In realtà ho pensato abbastanza presto come avrei potuto far terminare il fumetto e una delle possibilità era appunto quella di far sì che Oscar morisse il 14 luglio 1989, però a metà dell’opera ero indecisa, anche per quello ho inserito la tubercolosi polmonare… Però sì, sapevo che in un modo o nell’altro Oscar sarebbe morta.

Di Lady Oscar sono stati fatti diversi adattamenti teatrali, cosa ne pensa?

Quello che sto per dire si applica anche all’animazione: si tratta di quelli che potremmo definire “spin-off”, opere secondarie che hanno meno importanza di quella originale. Quelle che sono le volontà dei registi teatrali o televisivi comunque le stimo, ma detto ciò in Giappone si tende a scordare molto spesso il fatto che sono da ritenersi prodotti distinti dal mio fumetto.

Si dice che nelle sue opere un autore metta sempre una parte di sé.
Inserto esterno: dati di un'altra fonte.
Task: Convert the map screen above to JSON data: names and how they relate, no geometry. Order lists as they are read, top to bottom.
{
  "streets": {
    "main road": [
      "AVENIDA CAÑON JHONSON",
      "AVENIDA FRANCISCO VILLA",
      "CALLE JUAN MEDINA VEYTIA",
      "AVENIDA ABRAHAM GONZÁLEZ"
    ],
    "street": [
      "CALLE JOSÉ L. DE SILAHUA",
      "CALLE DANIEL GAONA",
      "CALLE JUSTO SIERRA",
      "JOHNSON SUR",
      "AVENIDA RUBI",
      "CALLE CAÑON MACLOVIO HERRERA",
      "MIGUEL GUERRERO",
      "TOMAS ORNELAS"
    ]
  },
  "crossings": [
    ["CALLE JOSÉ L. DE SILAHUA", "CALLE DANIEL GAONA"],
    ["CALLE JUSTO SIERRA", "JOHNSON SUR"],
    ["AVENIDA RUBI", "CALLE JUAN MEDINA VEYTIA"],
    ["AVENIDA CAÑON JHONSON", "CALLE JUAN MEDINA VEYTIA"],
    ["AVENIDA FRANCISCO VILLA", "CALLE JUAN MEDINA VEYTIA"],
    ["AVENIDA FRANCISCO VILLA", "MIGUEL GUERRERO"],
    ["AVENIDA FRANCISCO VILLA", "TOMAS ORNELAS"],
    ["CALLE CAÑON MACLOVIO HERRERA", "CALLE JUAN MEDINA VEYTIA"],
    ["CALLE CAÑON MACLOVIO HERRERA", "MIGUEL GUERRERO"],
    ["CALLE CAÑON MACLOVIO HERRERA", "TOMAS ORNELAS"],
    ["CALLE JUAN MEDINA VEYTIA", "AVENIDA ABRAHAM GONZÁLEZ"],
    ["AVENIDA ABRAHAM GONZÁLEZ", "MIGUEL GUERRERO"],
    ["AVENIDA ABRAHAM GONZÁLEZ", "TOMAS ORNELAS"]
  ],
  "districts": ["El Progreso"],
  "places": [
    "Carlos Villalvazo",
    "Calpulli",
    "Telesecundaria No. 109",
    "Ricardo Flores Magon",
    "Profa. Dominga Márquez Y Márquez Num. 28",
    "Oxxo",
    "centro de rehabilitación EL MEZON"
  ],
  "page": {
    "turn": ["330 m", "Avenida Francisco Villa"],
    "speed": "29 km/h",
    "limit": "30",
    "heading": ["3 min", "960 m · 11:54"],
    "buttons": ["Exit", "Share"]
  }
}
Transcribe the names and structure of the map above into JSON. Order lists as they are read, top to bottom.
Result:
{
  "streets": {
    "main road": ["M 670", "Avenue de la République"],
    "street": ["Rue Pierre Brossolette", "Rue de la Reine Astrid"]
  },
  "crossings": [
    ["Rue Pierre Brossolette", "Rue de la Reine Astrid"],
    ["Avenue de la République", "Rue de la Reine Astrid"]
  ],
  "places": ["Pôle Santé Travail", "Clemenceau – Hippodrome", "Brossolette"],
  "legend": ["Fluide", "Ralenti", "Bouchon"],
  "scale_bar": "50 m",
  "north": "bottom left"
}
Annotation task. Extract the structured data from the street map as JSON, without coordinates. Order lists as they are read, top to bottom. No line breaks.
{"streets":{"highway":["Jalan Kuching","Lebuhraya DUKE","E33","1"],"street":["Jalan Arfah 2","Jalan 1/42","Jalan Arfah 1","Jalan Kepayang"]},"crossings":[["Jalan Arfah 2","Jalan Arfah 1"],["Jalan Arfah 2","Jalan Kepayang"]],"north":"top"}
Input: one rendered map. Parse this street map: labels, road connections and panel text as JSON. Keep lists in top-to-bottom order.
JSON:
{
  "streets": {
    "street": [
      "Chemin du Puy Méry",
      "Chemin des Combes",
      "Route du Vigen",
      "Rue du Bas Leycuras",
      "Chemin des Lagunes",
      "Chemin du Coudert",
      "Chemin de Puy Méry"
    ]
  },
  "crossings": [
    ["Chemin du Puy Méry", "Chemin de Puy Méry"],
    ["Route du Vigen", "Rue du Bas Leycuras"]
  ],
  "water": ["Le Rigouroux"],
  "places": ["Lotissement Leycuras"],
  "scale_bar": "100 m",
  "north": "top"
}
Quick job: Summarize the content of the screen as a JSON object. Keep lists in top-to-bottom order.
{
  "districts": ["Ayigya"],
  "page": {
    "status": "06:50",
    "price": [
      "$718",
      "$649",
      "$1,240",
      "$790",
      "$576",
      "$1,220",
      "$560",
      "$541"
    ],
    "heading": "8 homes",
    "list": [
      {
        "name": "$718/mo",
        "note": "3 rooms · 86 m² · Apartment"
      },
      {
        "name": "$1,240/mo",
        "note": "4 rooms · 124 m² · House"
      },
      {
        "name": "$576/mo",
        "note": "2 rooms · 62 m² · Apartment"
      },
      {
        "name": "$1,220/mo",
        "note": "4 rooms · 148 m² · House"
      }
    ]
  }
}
C’è un personaggio in cui si riconosce o che ha più caratteristiche in comune con la sua autrice?

Non esiste un personaggio che abbia tutto di me, ma il modo di pensare di Oscar ha molto in comune con la mia visione delle cose.

Alla carriera di fumettista ha affiancato un percorso da soprano; quali studi ha fatto?

Fin da bambina ho studiato pianoforte e avevo il sogno di poter lavorare nel mondo della lirica, ancor più di quanto desiderassi diventare una mangaka. Inizialmente mi sono sentita frustrata perché credevo di non avere il talento necessario per realizzarlo, però una volta passati i 40 anni ho pensato fosse giusto provare a cimentarmi nuovamente con la musica ed è per questo che mi sono iscritta al conservatorio.

Lavorando come mangaka mi sono resa conto che ci sono dei punti in comune con l’opera, riguardanti l’estetica, gli sviluppi della storia e la gestione dello spazio in scena. Quindi tuttora più dell’opportunità canora mi interessa la performance sul palco, e ho capito di avere talento nelle rappresentazioni.